The Wheel of Time, Collaboration, Owen Wingrave/The Wheel of Time/Chapter 2

II


She knew this fact about Fanny's mind, she believed, some time before Jane Knocker knew it; but she also had reason to think that Jane Knocker had known it for some time before she spoke of it. It was not till the middle of June, after a succession of encounters between the young people, that her old friend came one morning to discuss the circumstance. Mrs. Knocker asked her if she suspected it, and she promptly replied that it had never occurred to her. She added that she was extremely sorry, and that it had probably in the first instance been the fault of that injudicious dinner.

"Ah, the day of my headache—my miserable headache?" said her visitor. "Yes, very likely that did it. He's so dreadfully good-looking."
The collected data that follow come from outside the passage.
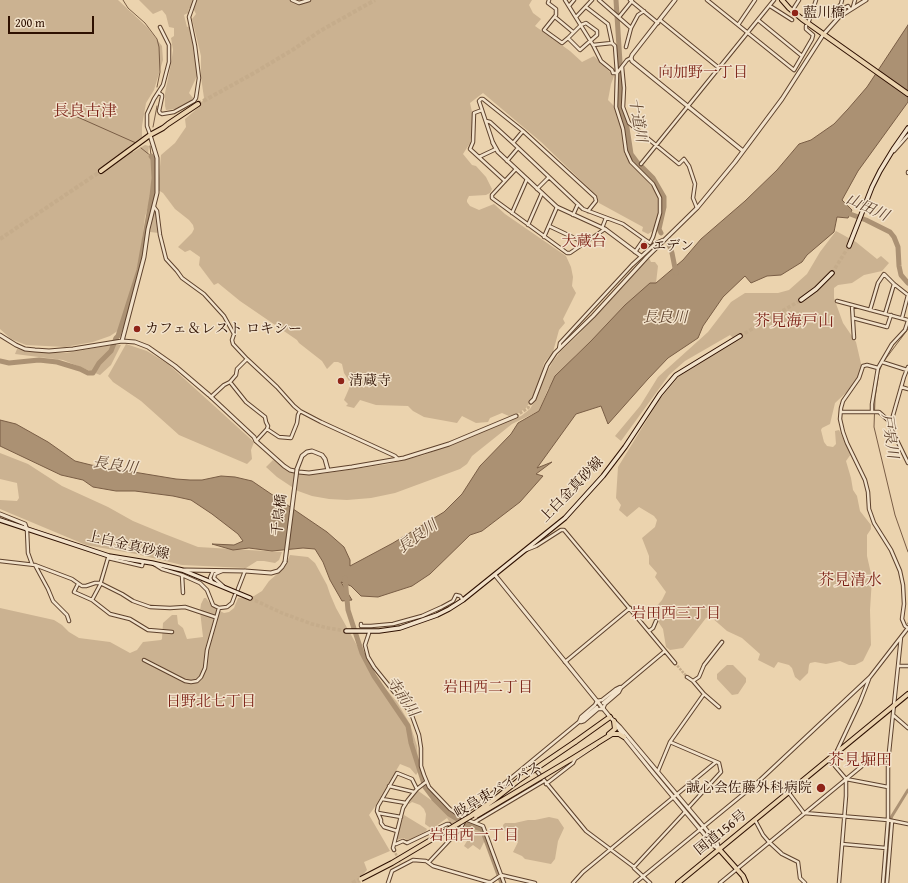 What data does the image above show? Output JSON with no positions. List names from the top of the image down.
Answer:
{
  "streets": {
    "main road": ["上白金真砂線", "岐阜東バイパス", "国道156号"],
    "street": ["千鳥橋"]
  },
  "districts": [
    "向加野一丁目",
    "長良古津",
    "大蔵台",
    "芥見海戸山",
    "芥見清水",
    "岩田西三丁目",
    "岩田西二丁目",
    "日野北七丁目",
    "芥見堀田",
    "岩田西一丁目"
  ],
  "water": [
    "十道川",
    "山田川",
    "長良川",
    "戸泉川",
    "寺前川"
  ],
  "places": [
    "藍川橋",
    "エデン",
    "カフェ＆レスト ロキシー",
    "清蔵寺",
    "誠心会佐藤外科病院"
  ],
  "scale_bar": "200 m"
} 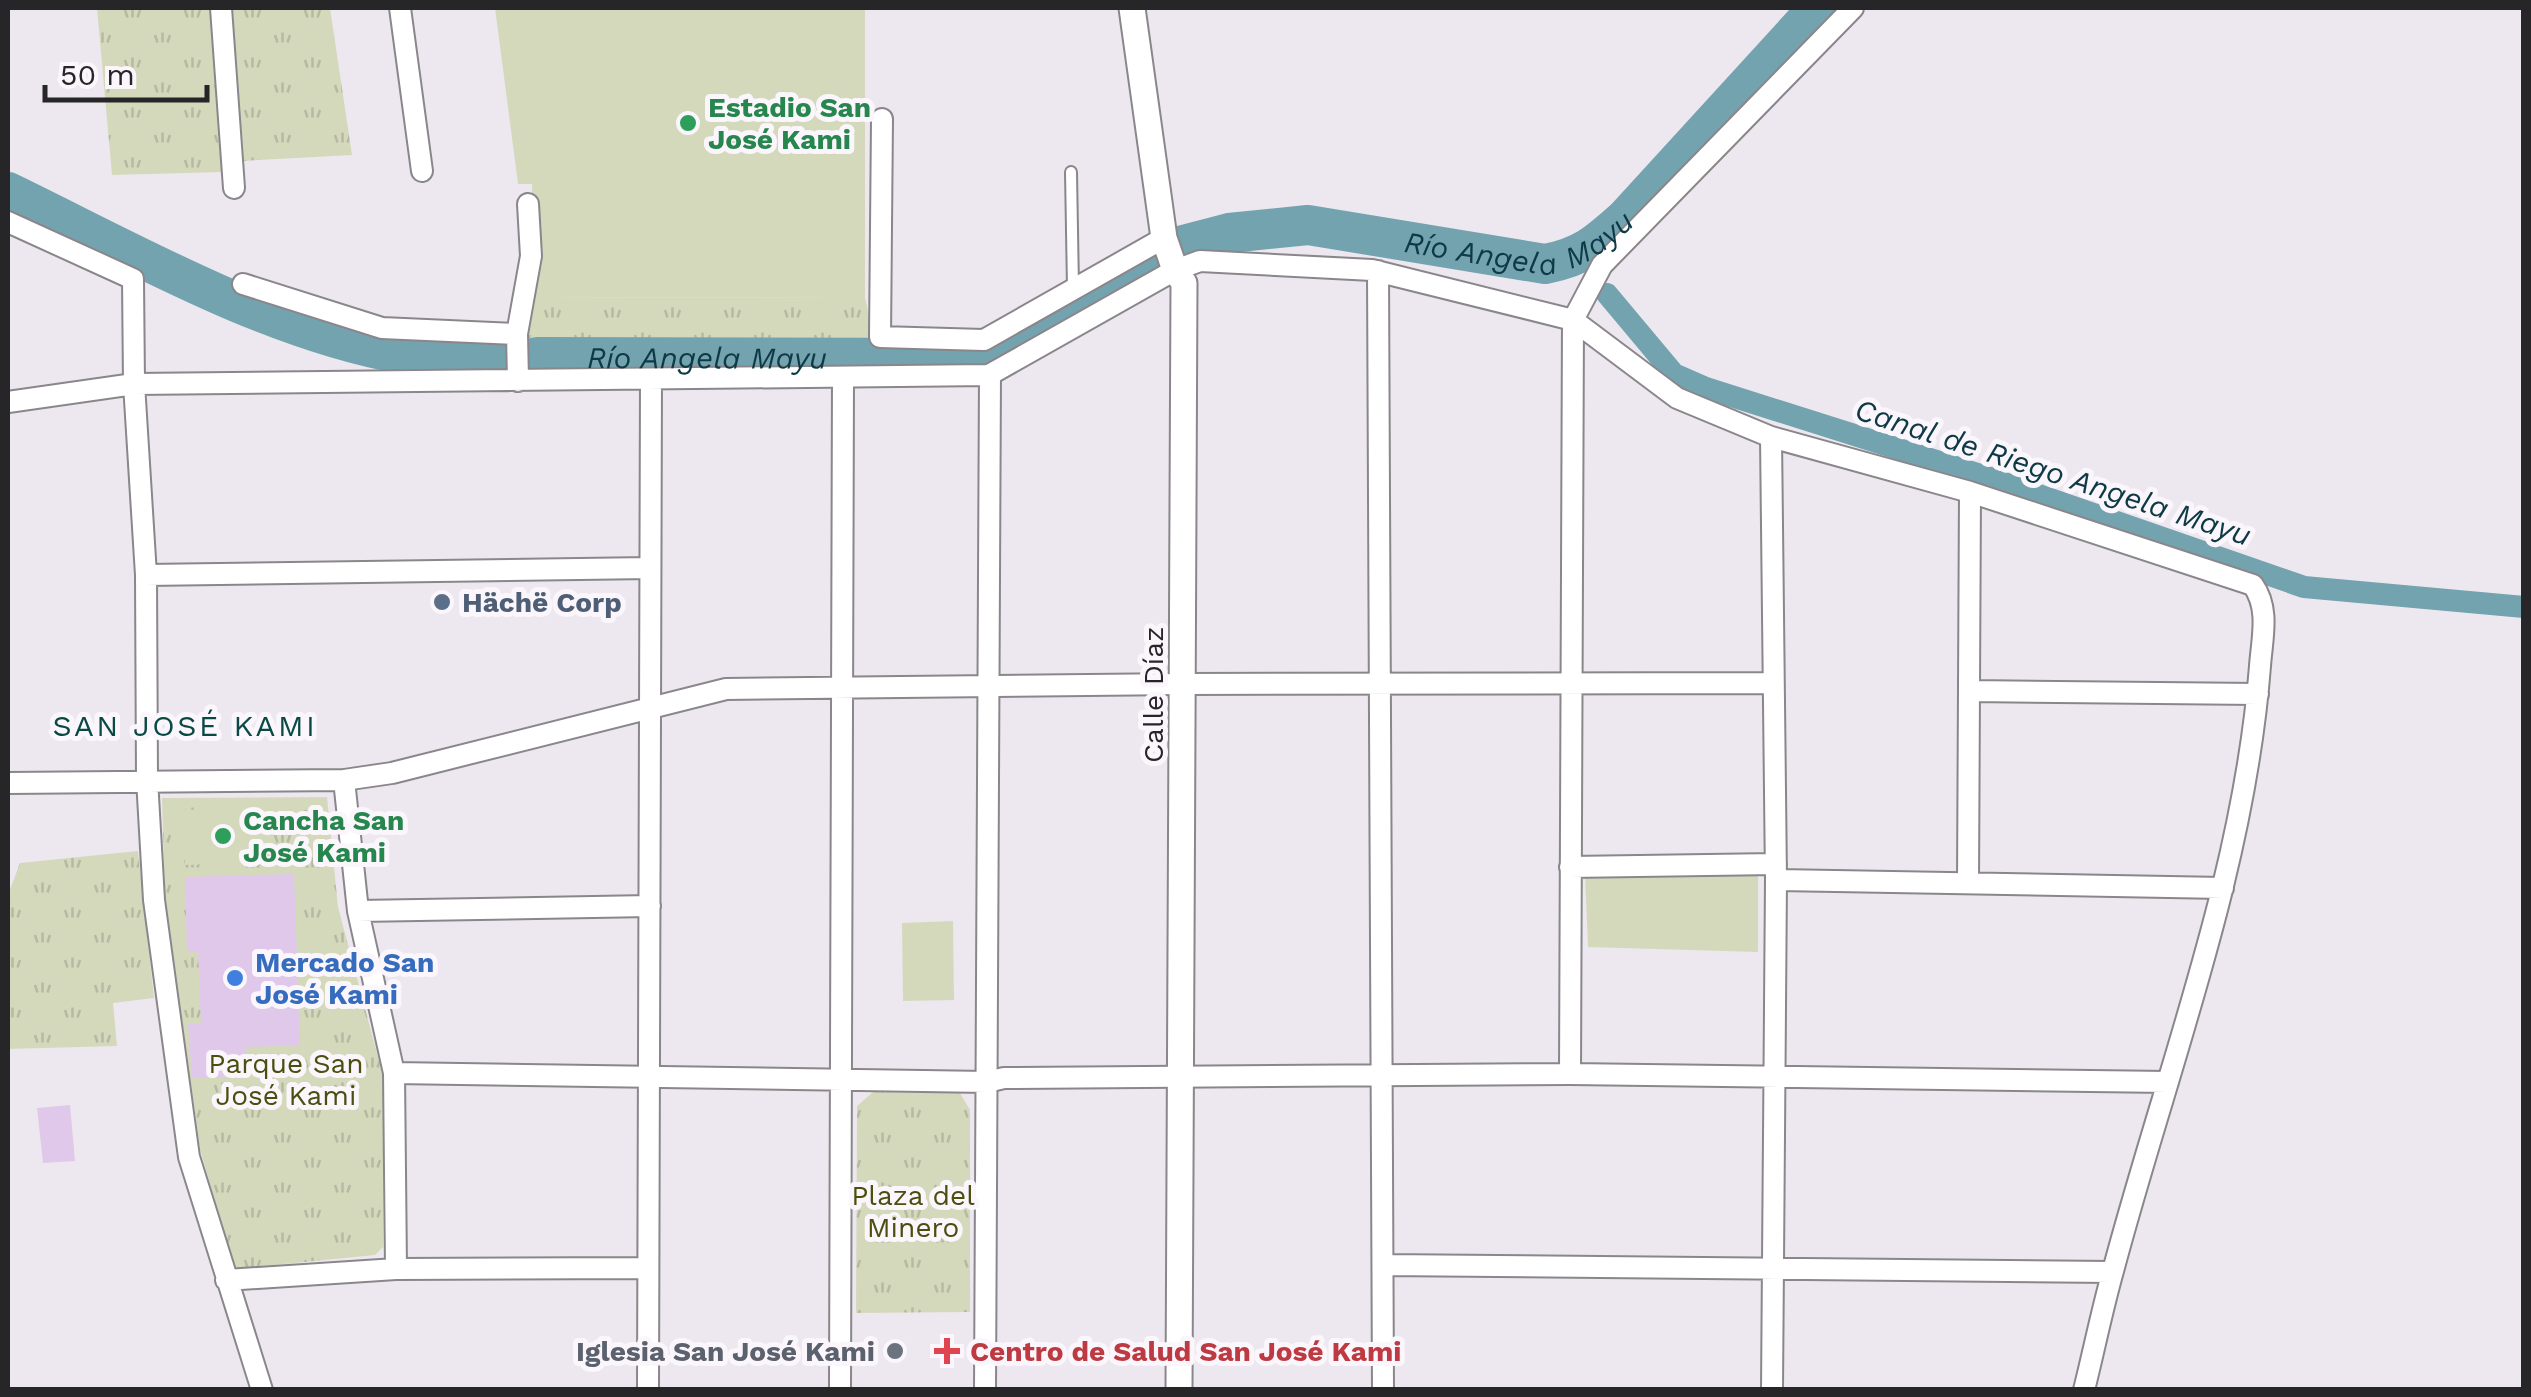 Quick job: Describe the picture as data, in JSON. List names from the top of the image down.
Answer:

"Poor child, he can't help that. Neither can I!" Lady Greyswood ventured to add.

"He comes by it honestly. He seems very nice."

"He's nice enough, but he hasn't a farthing, you know, and his expectations are nil." They considered, they turned the matter about, they wondered what they had better do. In the first place there was no room for doubt; of course Mrs. Knocker hadn't sounded the girl, but a mother, a true mother, was never reduced to that. If Fanny was in every relation of life so painfully, so constitutionally awkward, the still depths of her shyness, of her dissimulation even, in such a predicament as this, might easily be imagined. She would give no sign that she could possibly smother, she would say nothing and do nothing, watching herself, poor child, with trepidation; but she would suffer, and some day, when the question of her future should really come up—it might, after all, in the form of some good proposal—they would find themselves beating against a closed door. That was what they had to think of; that was why Mrs. Knocker had come over. Her old friend cross-examined her with a troubled face, but she was very impressive with her reasons, her intuitions.

"I'll send him away in a moment, if you'd like that," Lady Greyswood said at last. "I'll try and get him to go abroad."

Her visitor made no direct reply to this, and no reply at all for some moments. "What does he expect to do—what does he want to do?" she asked.

"Oh, poor boy, he's looking—he's trying to decide. He asks nothing of any one. If he would only knock at a few doors! But he's too proud."

"Do you call him very clever?" Fanny's mother demanded.

"Yes, decidedly; and good and kind and true. But he has been unlucky."

"Of course he can't bear her!" said Mrs. Knocker, with a little dry laugh.

"Lady Greyswood stared; then she broke out: "Do you mean you'd be willing—?"

"He's very charming."

"Ah, but you must have great ideas."

"He's very well connected," said Mrs. Knocker, snapping the tight elastic on her umbrella.

"Oh, my dear Jane—'connected!'" Lady Greyswood gave a sigh of the sweetest irony.

"He's connected with you, to begin with."

Lady Greyswood put out her hand and held her visitor's for a moment. "Of course it isn't as if he were a different sort of person. Of course I should like it!" she added.

"Does he dislike her very much?"

Lady Greyswood looked at her friend with a smile. "He resembles Fanny—he doesn't tell. But what would her father say?" she went on.

"He doesn't know it."

"You've not talked with him?"

Mrs. Knocker hesitated a moment. "He thinks she's all right." Both the ladies laughed a little at the density of men; then the visitor said: "I wanted to see you first."

This circumstance gave Lady Greyswood food for thought; it suggested comprehensively that, in spite of a probable deficiency of zeal on the General's part, the worthy man would not be the great obstacle. She had begun so quickly to turn over in her mind the various ways in which this new phase of the business might make it possible the real obstacle should be surmounted that she scarcely heard her companion say next: "The General will only want his daughter to be happy. He has no definite ambitions for her. I dare say Maurice could make him like him." It was something more said by her companion about Maurice that sounded sharply through her reverie. "But unless the idea appeals to him a bit there's no use talking about it."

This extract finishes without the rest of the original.